A Moving Blog

Occasional celluloid musings from BarryG

Wednesday 4 May 2011

Another year

Mike Leigh can perhaps be compared to Woody Allen. The two veteran writer-director auteurs have been prolific commentators on family relationships. Allen concentrated on nervous intellectuals and New York Jewish sensitivities, Leigh on English working-class mores. Allen used star actors and personalities to dress up his dialogue, Leigh worked only with a repertory group of dedicated actors, improvising sketched scenes into portraits of repressed passions. Leigh's latest morality tale is an admirable cinematic miniature, Another Year. An admirable, but unlovable, display of Leigh's skill in capturing mean spirits and sad lives.


Tom (Jim Broadbent) and Gerri (Ruth Sheen) are a sweetly, happily-married late-middle-aged professional couple (civil engineer and psychiatric counsellor) with a well-adjusted sole child (Oliver Maltman) who's found a bubbly, steady girlfriend (Karina Fernandez). The older couple enjoy a simple loving relationship in humble semi-detached housing, potter around their vegetable allotment, cook ambitiously and are kind to friends and family members.

At four mealtimes during the course of a year, the constant and sometimes unwelcome presence is a hyper-tense needy secretary from Gerri's clinic, Mary (Leslie Manville). Her panic attacks over buying and trying to drive a second-hand car provide a comic storyline. The year's other major event is the death of Tom's sister-in-law and the family's trip up north to attend her funeral, console the miserable brother and cope with his alienated son. There's also a laid-back black female colleague of Gerri's and an over-the-hill university pal of Tom's who makes a messy pass for Mary, who's making messy friend-craving passes of her own to Tom's son and brother.

That's it, and it earned Leigh a Best Original Screenplay Oscar nomination in 2011. Why this particular slice of kitchen-sink posturing did so is a mystery.

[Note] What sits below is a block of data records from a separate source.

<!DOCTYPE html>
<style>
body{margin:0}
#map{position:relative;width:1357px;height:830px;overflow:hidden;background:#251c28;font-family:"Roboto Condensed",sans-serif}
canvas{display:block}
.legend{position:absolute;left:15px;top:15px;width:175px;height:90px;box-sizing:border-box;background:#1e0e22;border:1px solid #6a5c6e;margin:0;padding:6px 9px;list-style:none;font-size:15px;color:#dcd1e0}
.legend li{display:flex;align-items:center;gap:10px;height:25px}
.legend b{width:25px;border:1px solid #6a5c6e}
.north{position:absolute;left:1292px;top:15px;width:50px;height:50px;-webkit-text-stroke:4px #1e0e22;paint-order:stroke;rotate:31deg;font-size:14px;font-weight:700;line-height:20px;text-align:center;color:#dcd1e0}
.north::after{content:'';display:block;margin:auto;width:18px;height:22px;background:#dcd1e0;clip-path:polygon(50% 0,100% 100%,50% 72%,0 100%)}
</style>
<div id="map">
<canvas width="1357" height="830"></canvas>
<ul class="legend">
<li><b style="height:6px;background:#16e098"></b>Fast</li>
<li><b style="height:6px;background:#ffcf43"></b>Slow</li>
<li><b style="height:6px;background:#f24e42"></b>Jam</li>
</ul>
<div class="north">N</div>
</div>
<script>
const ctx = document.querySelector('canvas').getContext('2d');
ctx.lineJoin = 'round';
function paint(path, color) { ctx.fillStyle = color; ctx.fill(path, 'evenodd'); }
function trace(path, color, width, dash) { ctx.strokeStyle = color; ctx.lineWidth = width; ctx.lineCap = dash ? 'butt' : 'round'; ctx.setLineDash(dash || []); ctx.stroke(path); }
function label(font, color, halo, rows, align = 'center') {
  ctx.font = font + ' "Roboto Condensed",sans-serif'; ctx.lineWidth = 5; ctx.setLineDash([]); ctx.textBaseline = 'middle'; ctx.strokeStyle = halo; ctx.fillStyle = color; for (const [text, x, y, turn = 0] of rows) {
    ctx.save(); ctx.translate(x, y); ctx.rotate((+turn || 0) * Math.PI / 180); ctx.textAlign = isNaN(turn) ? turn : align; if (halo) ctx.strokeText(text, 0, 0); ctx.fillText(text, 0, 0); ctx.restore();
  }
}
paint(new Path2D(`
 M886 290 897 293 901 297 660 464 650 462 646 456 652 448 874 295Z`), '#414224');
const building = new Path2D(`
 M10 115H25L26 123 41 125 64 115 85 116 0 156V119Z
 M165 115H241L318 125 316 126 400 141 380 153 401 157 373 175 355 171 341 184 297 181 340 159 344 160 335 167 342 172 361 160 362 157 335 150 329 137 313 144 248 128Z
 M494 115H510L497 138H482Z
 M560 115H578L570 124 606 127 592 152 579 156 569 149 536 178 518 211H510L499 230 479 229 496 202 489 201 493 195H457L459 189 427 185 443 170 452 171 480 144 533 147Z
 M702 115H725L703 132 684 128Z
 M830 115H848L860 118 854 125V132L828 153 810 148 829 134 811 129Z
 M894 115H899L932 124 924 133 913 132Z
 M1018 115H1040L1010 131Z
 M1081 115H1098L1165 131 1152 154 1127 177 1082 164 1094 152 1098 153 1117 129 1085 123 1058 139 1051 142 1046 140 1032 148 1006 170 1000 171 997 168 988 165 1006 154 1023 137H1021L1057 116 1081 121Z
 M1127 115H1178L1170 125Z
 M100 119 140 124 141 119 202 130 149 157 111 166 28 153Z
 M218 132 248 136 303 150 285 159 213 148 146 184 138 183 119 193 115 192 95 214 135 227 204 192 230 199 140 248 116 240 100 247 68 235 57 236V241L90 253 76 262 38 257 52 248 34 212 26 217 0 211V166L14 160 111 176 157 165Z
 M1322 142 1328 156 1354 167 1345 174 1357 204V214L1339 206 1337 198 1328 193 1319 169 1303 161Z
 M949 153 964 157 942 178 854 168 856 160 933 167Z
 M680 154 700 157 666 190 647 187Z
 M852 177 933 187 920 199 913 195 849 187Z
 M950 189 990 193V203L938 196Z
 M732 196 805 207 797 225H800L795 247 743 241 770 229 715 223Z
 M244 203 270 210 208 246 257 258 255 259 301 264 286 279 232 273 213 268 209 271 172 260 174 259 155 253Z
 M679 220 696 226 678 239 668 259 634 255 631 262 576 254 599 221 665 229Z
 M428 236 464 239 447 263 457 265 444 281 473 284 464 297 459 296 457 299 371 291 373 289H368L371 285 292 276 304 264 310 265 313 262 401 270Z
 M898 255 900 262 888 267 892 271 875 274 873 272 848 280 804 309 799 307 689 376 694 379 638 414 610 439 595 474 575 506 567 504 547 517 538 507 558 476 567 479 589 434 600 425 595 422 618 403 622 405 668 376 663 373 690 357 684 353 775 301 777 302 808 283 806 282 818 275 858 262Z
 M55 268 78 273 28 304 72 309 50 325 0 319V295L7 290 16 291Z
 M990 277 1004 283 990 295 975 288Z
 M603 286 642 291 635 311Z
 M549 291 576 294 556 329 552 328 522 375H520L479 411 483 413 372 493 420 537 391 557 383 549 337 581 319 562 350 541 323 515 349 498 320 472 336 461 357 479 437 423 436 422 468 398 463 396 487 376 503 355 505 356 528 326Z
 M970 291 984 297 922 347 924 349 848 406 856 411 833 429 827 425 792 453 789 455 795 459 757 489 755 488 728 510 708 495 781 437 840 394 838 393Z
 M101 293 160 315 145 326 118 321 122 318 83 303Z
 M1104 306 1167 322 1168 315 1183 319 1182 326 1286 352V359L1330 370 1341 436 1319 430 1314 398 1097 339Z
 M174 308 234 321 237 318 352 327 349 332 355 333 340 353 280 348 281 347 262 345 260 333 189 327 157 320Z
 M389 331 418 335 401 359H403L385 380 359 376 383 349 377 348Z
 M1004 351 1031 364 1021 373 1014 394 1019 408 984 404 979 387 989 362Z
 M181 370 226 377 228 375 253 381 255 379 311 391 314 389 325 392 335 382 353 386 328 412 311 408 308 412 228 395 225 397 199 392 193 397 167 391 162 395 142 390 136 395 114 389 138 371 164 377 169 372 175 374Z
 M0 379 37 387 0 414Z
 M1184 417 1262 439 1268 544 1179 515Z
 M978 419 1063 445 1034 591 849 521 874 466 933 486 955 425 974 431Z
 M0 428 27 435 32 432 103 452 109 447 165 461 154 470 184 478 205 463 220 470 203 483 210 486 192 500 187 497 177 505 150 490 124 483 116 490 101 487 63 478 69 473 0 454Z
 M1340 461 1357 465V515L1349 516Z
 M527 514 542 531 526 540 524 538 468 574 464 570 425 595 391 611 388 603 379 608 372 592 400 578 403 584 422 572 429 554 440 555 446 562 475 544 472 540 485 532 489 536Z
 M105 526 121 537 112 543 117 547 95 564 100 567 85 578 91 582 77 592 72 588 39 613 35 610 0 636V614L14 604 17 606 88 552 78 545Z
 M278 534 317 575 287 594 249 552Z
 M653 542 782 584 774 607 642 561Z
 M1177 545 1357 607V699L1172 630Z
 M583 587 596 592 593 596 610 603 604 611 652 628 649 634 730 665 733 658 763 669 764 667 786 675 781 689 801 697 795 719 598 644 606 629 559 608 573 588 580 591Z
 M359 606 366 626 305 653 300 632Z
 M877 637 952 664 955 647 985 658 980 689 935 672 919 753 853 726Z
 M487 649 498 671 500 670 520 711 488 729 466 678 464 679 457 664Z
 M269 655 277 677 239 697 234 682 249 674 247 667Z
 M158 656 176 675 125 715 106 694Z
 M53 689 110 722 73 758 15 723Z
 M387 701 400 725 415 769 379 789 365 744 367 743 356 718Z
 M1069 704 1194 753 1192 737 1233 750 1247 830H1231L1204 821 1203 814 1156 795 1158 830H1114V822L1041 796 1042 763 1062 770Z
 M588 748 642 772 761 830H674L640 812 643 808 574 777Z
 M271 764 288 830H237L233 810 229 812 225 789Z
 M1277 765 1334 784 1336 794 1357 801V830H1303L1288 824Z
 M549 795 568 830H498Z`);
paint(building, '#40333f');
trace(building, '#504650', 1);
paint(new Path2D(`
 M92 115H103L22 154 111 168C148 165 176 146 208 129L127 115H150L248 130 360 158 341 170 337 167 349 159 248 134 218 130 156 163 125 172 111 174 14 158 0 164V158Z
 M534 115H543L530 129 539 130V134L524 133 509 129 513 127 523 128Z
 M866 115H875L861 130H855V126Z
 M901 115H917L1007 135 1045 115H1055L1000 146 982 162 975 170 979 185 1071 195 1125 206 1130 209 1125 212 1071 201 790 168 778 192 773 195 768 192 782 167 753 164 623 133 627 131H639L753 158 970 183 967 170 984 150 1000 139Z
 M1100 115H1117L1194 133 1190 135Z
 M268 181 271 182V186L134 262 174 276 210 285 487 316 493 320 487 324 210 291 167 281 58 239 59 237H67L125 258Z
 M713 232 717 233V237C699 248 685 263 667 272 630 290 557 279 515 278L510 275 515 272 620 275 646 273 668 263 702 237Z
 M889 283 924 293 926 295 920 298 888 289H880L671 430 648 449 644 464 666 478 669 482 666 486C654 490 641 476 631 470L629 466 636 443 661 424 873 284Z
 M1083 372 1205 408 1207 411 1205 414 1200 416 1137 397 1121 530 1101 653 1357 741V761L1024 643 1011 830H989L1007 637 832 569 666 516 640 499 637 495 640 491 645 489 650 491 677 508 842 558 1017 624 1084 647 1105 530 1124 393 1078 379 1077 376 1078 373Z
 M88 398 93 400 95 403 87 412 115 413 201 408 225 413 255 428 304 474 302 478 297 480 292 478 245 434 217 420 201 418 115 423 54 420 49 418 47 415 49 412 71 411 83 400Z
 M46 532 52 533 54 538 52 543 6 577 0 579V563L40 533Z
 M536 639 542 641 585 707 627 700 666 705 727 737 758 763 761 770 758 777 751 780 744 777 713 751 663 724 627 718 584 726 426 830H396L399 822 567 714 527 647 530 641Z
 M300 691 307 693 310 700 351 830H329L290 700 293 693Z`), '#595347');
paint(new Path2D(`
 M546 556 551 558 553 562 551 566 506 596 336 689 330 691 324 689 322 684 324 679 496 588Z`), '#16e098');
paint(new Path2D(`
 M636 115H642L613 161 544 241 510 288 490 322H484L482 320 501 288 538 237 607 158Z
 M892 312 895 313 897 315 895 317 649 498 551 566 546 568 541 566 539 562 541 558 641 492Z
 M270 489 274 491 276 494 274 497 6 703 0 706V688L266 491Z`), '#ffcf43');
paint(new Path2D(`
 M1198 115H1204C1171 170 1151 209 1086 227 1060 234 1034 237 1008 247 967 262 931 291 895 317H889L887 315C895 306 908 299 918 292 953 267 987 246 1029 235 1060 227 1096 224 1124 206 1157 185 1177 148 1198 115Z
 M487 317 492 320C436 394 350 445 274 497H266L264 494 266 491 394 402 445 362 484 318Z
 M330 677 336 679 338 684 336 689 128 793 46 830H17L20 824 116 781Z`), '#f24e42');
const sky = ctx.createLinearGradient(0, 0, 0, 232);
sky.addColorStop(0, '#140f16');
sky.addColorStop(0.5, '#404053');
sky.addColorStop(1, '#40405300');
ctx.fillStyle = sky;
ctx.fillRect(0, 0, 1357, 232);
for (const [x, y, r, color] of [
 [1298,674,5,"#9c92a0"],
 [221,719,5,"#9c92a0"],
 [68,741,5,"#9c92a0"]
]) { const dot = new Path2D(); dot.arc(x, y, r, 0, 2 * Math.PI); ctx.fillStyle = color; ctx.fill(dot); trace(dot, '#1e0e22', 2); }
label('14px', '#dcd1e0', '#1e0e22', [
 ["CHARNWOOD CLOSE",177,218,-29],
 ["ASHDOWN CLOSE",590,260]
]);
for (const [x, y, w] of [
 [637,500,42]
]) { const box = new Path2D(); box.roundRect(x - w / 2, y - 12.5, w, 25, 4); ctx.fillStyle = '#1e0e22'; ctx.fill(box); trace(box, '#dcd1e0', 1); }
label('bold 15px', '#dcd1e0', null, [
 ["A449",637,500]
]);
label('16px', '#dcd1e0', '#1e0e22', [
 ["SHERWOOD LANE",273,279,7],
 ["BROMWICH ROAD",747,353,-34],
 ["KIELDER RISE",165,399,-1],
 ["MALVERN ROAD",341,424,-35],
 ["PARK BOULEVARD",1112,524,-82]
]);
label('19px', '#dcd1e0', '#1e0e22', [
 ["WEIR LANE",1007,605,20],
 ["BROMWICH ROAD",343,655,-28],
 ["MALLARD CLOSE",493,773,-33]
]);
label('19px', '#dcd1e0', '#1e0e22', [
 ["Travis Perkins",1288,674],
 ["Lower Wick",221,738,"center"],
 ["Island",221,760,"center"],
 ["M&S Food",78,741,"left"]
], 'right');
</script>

Its a microcosmic study of typical, almost cliched, working-class English misfits and the remarkably patient couple who let them moan and drift year by year through their own uneventful lives. The acting is immaculate, of its kind, particularly by Broadbent as an avuncular chuckler and Manville as a nervous wreck. The bonus is Imelda Staunton dead-pan cameo of a bitterly maudlin client of Gerri's.

Tom and Gerri are almost too good to be true characters, surely too sensible to have allowed their social annual round to be so hostage to other people's woes.